L’uomo dello Zen è molto ordinario, straordinariamente
ordinario. È ordinario al punto che, incontrandolo, è assai probabile che tu
non sia in grado di riconoscerlo. Vive esattamente come te, mangia come te,
dorme come te. In ogni modo possibile, è proprio come te. Per quanto riguarda
l’aspetto esteriore, non è per nulla diverso da te.
Una differenza certamente esiste, ma è una differenza
interiore. Ha una visione interiore, ha chiarezza. Ci vede, mentre tu sei
cieco. È sveglio, e tu dormi. Tu sei ubriaco: ubriaco di avidità, ubriaco di
cupidigia, ubriaco di rabbia, ambizione, ego.
L’uomo dello Zen semplicemente non è ubriaco, è sobrio.

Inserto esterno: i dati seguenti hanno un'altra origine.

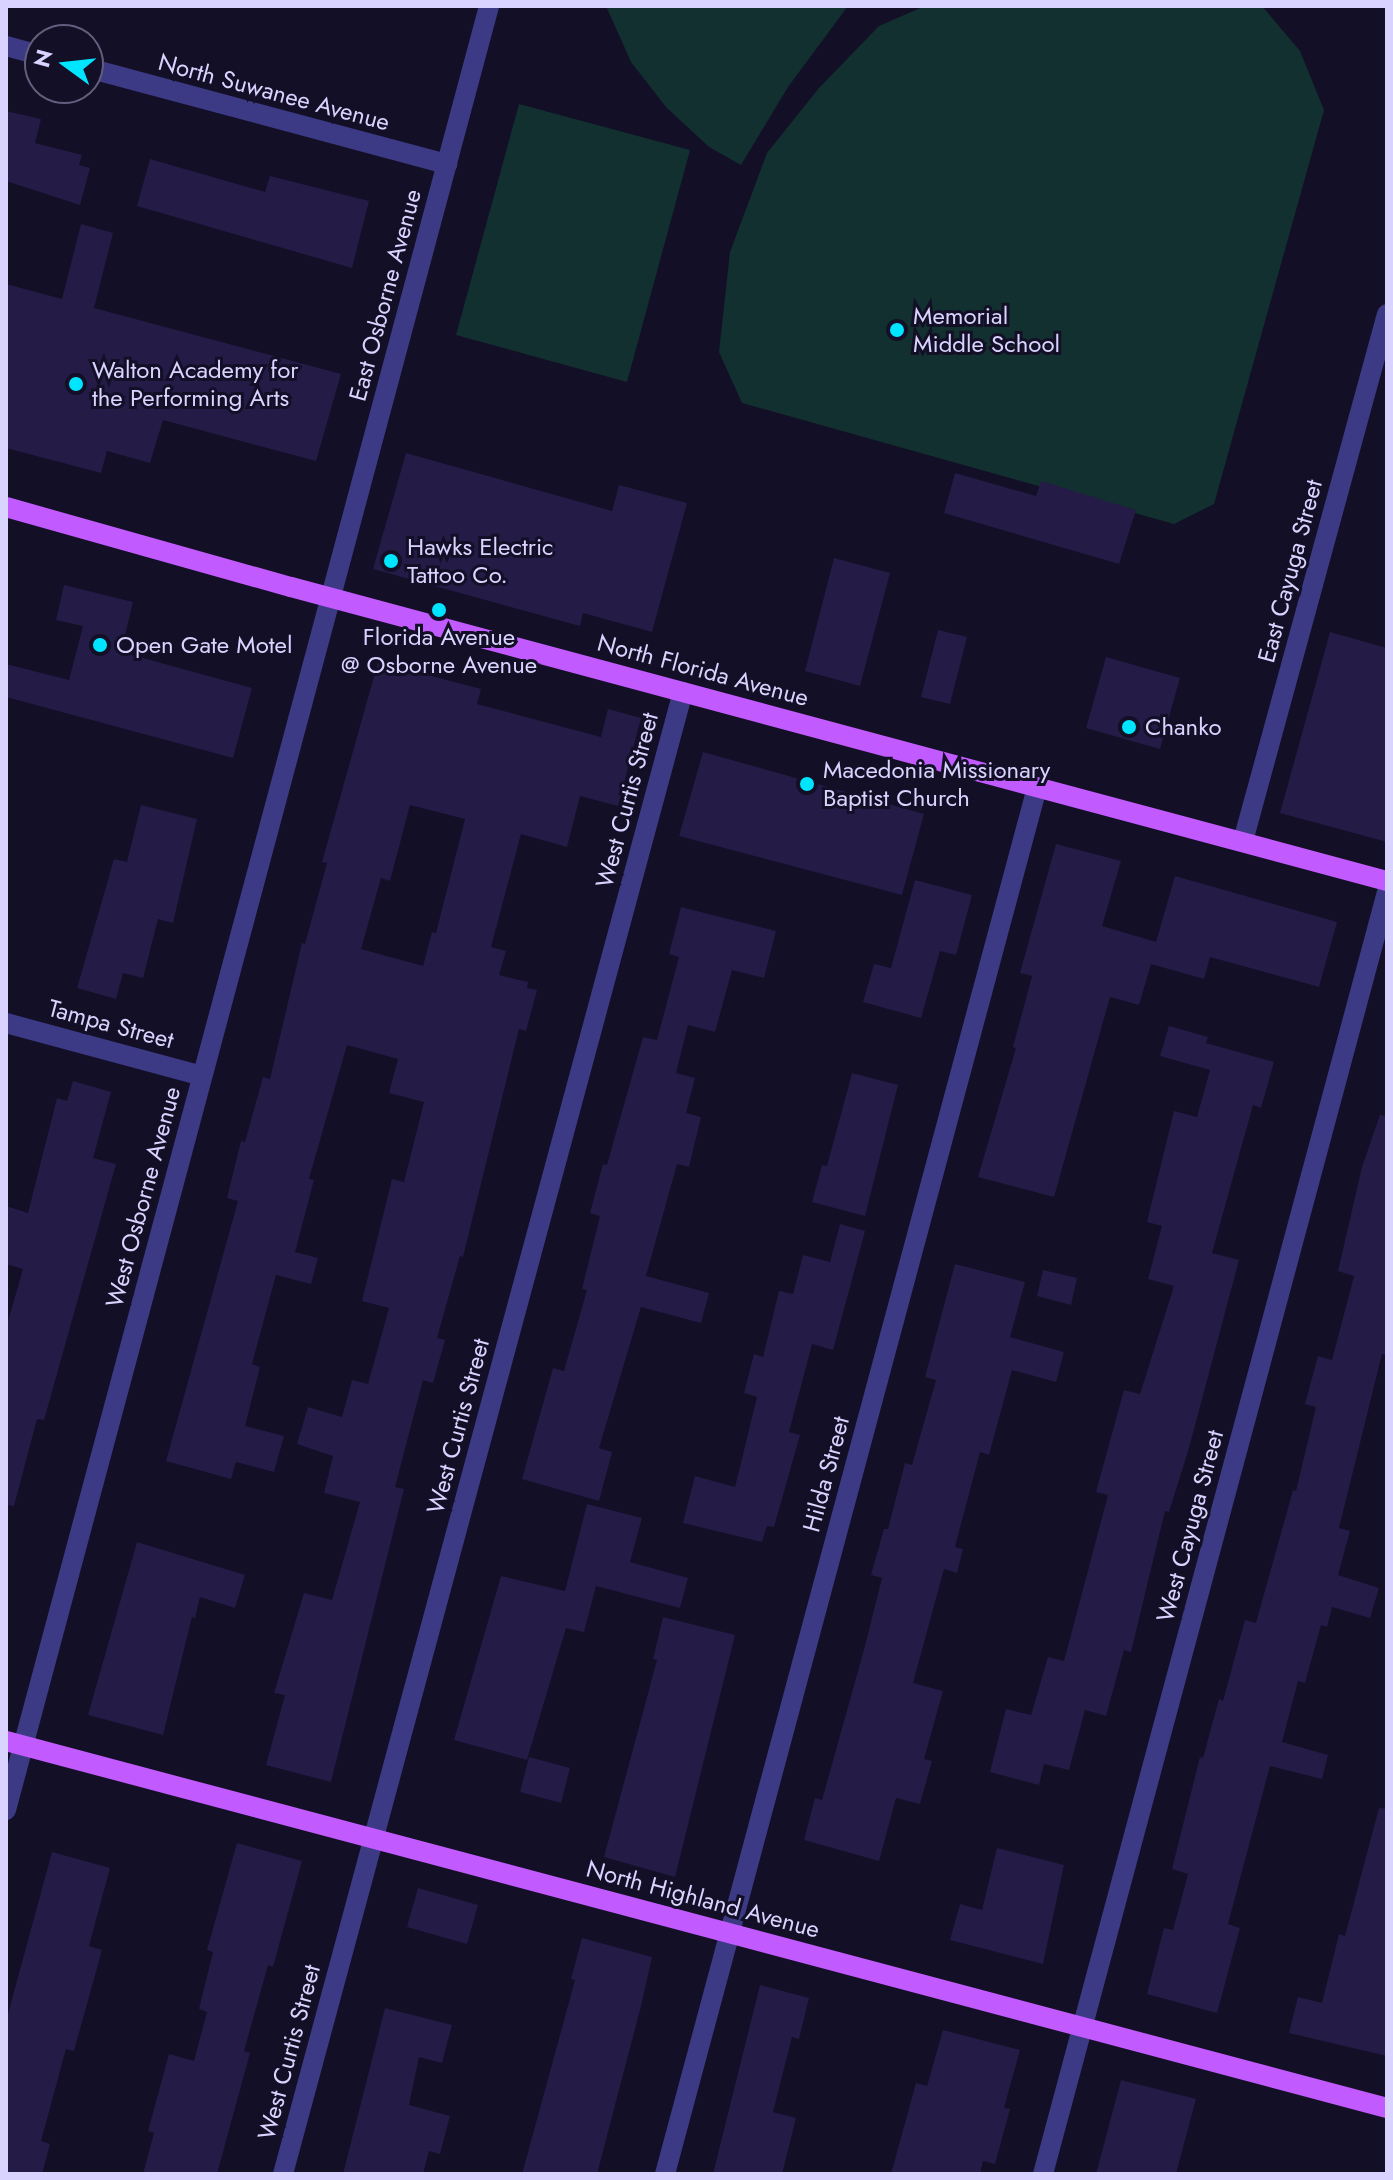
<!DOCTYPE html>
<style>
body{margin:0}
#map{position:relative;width:1393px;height:2180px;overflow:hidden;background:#130f26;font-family:Jost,sans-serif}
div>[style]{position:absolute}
.green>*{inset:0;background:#12302f}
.building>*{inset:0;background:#241b47}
.minor>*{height:20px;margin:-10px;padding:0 10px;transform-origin:10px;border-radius:10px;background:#3d3a85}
.major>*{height:20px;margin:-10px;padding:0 10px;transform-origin:10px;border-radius:10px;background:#c25bff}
.dots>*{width:22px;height:22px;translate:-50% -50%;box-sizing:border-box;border:4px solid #130f26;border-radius:50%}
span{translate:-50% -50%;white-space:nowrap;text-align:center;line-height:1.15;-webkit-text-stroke:6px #130f26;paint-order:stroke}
.street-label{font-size:24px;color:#d9d4ff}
.poi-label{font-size:24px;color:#d9d4ff}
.left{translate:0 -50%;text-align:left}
.frame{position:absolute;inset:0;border:8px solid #d9d4ff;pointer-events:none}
.north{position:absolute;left:24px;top:24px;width:80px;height:80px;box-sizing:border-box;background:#130f26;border:2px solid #625e7d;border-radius:50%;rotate:285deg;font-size:22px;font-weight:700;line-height:32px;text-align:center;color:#d9d4ff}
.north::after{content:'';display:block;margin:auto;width:28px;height:36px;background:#00e5ff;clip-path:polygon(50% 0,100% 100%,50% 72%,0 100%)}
</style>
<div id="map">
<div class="green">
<div style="clip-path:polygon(606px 6px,848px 6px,788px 87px,741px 165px,709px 147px,666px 107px,631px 62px)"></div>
<div style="clip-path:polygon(925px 6px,1262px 6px,1300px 51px,1324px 110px,1214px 504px,1174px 524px,742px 403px,719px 352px,730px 252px,767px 153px,819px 88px,879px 26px)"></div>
<div style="clip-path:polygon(519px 104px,690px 150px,627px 382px,456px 335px)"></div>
</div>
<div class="building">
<div style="clip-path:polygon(6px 111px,41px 119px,35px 143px,82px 155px,79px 165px,90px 168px,80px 205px,6px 181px)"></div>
<div style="clip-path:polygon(150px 159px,265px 192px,270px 176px,369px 201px,352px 268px,137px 206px)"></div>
<div style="clip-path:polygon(81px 224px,113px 233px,94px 308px,341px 374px,316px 461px,163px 420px,150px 463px,107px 451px,101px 473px,6px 448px,6px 284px,62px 299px)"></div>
<div style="clip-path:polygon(406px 453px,612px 511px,619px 485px,687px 503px,652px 632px,583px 613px,580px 626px,373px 569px)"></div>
<div style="clip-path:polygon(955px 473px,1036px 496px,1041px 481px,1136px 510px,1119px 564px,944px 513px)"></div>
<div style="clip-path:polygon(834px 558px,890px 573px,860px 686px,805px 671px)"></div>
<div style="clip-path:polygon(64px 585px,133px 602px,121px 652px,252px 688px,233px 758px,6px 697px,6px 664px,69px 680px,83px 626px,56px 620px)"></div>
<div style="clip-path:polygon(938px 630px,967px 637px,950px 704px,921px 697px)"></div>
<div style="clip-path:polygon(1330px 632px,1387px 648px,1387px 842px,1280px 813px)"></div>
<div style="clip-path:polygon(1106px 657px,1180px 678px,1160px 749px,1086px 728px)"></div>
<div style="clip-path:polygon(evenodd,378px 662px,481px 689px,477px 704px,601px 737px,608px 709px,641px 718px,618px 806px,580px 796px,567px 847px,521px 834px,491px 947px,506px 951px,499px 975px,528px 982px,527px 988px,537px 990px,526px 1031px,519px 1029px,463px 1257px,460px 1256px,437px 1338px,445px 1340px,433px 1383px,423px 1380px,395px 1487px,404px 1489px,331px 1782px,266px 1765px,285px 1695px,274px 1693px,304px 1593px,332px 1600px,360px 1502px,324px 1493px,333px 1456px,297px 1444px,308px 1407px,342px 1417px,352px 1380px,368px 1384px,389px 1308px,362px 1301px,392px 1179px,404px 1182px,424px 1102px,389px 1093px,398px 1059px,347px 1045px,309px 1179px,314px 1180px,295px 1252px,318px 1258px,311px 1284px,276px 1275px,252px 1364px,260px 1367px,245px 1426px,284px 1436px,274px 1472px,236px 1462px,231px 1479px,166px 1461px,238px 1201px,227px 1198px,241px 1141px,245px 1142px,263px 1077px,270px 1079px,302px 943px,305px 944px,327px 863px,322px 862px,378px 662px,410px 805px,465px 819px,436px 933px,432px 932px,423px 966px,361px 949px,381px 878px,390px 881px,410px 805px)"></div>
<div style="clip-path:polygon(703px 752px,924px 814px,902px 895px,679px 836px)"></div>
<div style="clip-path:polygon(141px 805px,197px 819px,173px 923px,158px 919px,143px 978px,123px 973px,116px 999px,77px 988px,114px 859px,127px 862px)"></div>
<div style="clip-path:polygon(1056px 844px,1121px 861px,1102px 926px,1156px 942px,1175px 876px,1337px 922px,1319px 987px,1210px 957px,1204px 979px,1151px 964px,1139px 1005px,1110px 997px,1054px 1197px,978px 1177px,1016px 1048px,1013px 1047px,1032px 976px,1020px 973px)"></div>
<div style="clip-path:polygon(915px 880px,972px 895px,956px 955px,940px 951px,921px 1018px,863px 1002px,874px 964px,891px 968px)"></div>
<div style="clip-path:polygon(681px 907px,776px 931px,764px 978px,732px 970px,715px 1032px,688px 1025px,676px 1073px,695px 1078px,686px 1113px,701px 1117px,689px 1167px,677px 1164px,646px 1276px,709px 1293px,701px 1323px,641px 1307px,599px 1448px,612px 1452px,599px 1501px,522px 1479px,553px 1368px,564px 1371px,587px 1290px,582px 1289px,600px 1216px,590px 1213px,603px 1164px,607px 1165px,643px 1037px,657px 1040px,679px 957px,669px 954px)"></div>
<div style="clip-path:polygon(1169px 1026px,1208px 1037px,1206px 1043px,1274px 1062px,1261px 1108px,1253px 1105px,1212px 1253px,1239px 1260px,1189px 1448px,1169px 1512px,1165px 1511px,1131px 1652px,1124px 1650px,1106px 1716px,1085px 1710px,1069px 1770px,1044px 1764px,1039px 1785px,990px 1772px,1006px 1709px,1031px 1715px,1048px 1657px,1064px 1661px,1108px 1495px,1096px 1492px,1124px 1390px,1140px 1394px,1174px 1286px,1148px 1279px,1162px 1226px,1147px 1222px,1174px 1111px,1197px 1117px,1210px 1070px,1160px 1056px)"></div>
<div style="clip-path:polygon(852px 1073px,898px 1085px,865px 1216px,812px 1202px,822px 1165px,827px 1166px)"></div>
<div style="clip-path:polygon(73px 1081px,111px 1092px,93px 1158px,116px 1164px,44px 1420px,37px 1419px,14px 1506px,6px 1505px,6px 1328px,23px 1269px,6px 1264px,6px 1206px,28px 1213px,57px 1098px,67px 1101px)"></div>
<div style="clip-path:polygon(1380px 1115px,1387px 1116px,1387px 1355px,1382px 1354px,1339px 1528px,1350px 1531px,1338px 1575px,1379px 1588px,1370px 1618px,1332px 1607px,1327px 1627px,1321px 1625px,1305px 1683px,1298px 1681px,1282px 1742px,1328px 1755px,1322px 1779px,1270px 1766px,1228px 1924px,1240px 1928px,1217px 2013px,1147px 1994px,1164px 1928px,1173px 1930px,1188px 1874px,1172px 1869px,1200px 1757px,1203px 1758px,1219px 1699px,1223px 1701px,1245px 1620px,1256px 1623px,1293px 1490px,1296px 1491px,1316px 1407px,1305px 1404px,1318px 1356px,1332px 1360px,1354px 1276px,1338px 1271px,1362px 1167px)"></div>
<div style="clip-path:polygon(840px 1224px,865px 1231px,833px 1350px,812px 1344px,789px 1432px,800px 1435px,774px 1527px,767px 1526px,762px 1542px,683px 1523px,695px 1476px,735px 1487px,757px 1397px,744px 1393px,754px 1354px,763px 1357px,779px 1291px,793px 1294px,803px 1255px,830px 1262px)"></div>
<div style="clip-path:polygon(955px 1264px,1025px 1282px,1010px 1337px,1064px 1352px,1056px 1382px,1012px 1370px,989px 1455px,980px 1452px,955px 1547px,963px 1549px,957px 1573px,944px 1569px,913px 1683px,943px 1691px,924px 1759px,932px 1761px,920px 1804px,896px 1798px,879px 1861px,804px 1840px,815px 1798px,822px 1800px,865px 1646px,882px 1578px,871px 1575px,884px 1529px,888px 1529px,905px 1463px,912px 1465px,936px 1380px,925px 1377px)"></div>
<div style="clip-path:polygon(1043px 1270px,1077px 1278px,1071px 1305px,1037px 1296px)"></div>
<div style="clip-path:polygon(587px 1504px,642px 1518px,630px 1562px,688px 1578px,680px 1608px,596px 1586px,584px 1632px,566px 1628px,527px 1760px,454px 1740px,501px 1576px,565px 1591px)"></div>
<div style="clip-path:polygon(137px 1542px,245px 1575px,235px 1608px,200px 1597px,195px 1618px,192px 1617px,163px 1735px,88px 1715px)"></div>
<div style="clip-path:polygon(663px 1617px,735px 1635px,675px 1877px,604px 1857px,657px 1660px,653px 1659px)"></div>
<div style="clip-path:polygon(529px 1757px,570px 1768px,561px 1803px,520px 1792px)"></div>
<div style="clip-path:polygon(1379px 1808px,1387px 1809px,1387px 2056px,1289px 2033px,1298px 1997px,1322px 2003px,1339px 1934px,1345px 1936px)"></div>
<div style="clip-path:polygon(237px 1843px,302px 1861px,273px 1967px,268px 1965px,244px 2051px,250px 2053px,217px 2174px,143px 2174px,154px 2133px,148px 2131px,169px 2054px,194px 2061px,207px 2012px,199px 2009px,213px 1952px,207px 1950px)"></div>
<div style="clip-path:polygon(997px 1848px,1064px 1865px,1043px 1964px,950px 1940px,960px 1904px,982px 1910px)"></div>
<div style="clip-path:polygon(52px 1852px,110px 1868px,89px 1946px,102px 1950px,74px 2051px,66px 2049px,41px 2141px,50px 2144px,42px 2174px,6px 2174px,6px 2021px)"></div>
<div style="clip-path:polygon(418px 1888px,478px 1905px,467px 1944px,407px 1927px)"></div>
<div style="clip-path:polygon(582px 1938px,652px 1957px,641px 2006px,597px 2174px,522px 2174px,575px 1980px,571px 1979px)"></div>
<div style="clip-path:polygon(760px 1985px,809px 1998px,799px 2039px,792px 2037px,773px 2112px,796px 2118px,782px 2174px,713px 2174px)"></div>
<div style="clip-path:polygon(385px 2008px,452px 2025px,442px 2063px,419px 2057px,409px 2105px,450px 2116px,440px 2154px,429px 2151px,423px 2174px,343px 2174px)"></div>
<div style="clip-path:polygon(943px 2030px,1020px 2050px,1004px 2108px,1010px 2109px,995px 2164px,983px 2161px,980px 2174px,891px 2174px,916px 2083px,927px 2086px)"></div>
<div style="clip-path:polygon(1121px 2080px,1196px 2099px,1176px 2174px,1096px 2174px)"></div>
</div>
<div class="minor">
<div style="left:6px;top:46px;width:35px;rotate:15deg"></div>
<div style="left:88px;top:68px;width:372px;rotate:15deg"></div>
<div style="left:1243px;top:841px;width:546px;rotate:-74.72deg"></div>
<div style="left:6px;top:1023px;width:203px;rotate:15.1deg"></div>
<div style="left:6px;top:1810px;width:1868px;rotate:-75.01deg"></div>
<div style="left:283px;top:2174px;width:1535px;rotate:-74.9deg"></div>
<div style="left:665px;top:2174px;width:1435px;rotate:-74.98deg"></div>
<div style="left:1043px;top:2174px;width:1327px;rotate:-74.98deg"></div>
</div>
<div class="major">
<div style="left:6px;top:507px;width:296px;rotate:15.7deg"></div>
<div style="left:291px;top:587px;width:1135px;rotate:15.02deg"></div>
<div style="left:6px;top:1741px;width:1429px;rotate:14.88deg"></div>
</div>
<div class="dots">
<div style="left:897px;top:330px;background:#00e5ff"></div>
<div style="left:76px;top:384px;background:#00e5ff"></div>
<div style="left:391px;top:561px;background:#00e5ff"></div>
<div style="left:439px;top:610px;background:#00e5ff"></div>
<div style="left:100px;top:645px;background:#00e5ff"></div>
<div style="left:1129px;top:727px;background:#00e5ff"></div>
<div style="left:807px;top:784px;background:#00e5ff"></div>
</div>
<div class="street-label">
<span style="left:274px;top:92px;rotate:15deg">North Suwanee Avenue</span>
<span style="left:385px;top:295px;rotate:-75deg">East Osborne Avenue</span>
<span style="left:1290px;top:571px;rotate:-75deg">East Cayuga Street</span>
<span style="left:703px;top:670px;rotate:15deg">North Florida Avenue</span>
<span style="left:627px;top:800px;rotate:-75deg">West Curtis Street</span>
<span style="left:111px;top:1024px;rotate:15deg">Tampa Street</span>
<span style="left:143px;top:1197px;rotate:-75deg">West Osborne Avenue</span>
<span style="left:458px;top:1426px;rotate:-75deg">West Curtis Street</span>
<span style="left:826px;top:1474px;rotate:-75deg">Hilda Street</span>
<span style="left:1190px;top:1526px;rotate:-75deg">West Cayuga Street</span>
<span style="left:703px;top:1899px;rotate:15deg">North Highland Avenue</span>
<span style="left:289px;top:2052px;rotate:-75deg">West Curtis Street</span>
</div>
<div class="poi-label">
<span class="left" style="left:913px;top:330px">Memorial<br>Middle School</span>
<span class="left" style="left:92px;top:384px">Walton Academy for<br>the Performing Arts</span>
<span class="left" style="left:407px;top:561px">Hawks Electric<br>Tattoo Co.</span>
<span style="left:439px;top:651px">Florida Avenue<br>@ Osborne Avenue</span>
<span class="left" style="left:116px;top:645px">Open Gate Motel</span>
<span class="left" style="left:1145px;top:727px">Chanko</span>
<span class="left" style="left:823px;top:784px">Macedonia Missionary<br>Baptist Church</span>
</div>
<div class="frame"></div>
<div class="north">N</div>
</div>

Cammina consapevolmente, siede consapevolmente: ‘Cammina nello Zen, siede nello
Zen’. Non è speciale, in alcun modo. Non assomiglia agli altri cosiddetti
santi. Non si stende su un letto di spine, o un letto di chiodi, non si mette a
testa in giù. Non è stupido, né esibizionista. Non va in giro nudo per la
strada. Non è matto, non è nevrotico! Vive in maniera molto ordinaria, molto
normale.
È per questo che riconoscere l’uomo dello Zen è la cosa più
difficile. Riconoscere un santo che cammina sull’acqua è facile: palesemente,
il suo essere speciale è ovvio. Ma l’uomo dello Zen non cammina sull’acqua. Non
fa miracoli. Non si dedica ai vani giochi dell’ego. Non è un ego, non è neppure
una persona. È solo una presenza, una non-entità. È un nulla assoluto. Solo
quando è un nulla assoluto, un individuo è ricco di consapevolezza. Qualunque
cosa faccia, la fa con totalità. Solo un uomo che non è ubriaco agisce con
totalità. In caso contrario, si rimane parziali, solo una parte si mette
all’opera e contemporaneamente altre parti possono esserle antagoniste, essere
distruttive. Puoi creare qualcosa con una mano e distruggerla con l’altra. Un
ubriaco non sa dove sta andando. Pensa di essere sulla via giusta, ma è
soltanto un sogno.
L’uomo dello Zen è consapevole in modo assoluto – senza
avidità, rabbia, gelosia, ambizione. Queste sono tutte droghe: ti mantengono in
uno stato di sonno. È un miracolo che tu riesca a barcamenarti con così tanti
veleni che ti scorrono nel sangue, e nel tuo stesso essere. Questa è l’unica
differenza, altrimenti, da fuori, non riuscirai a capirlo. Ci sono dei
cosiddetti santi che creano differenze esteriori perché interiormente non ci
sono differenze. Se ne stanno in piedi nudi, torturano i loro corpi, si mettono
a digiunare. Devono contorcere i loro corpi, maltrattarli. Devono fare qualcosa
che li rende speciali rispetto a te, ‘più santi di te’.
Un uomo dello Zen non è ‘più santo di te’. Non pensa
assolutamente di essere più evoluto di te. Vive la sua natura, in semplicità.
Yoka dice: “L’uomo dello Zen procede in solitudine”.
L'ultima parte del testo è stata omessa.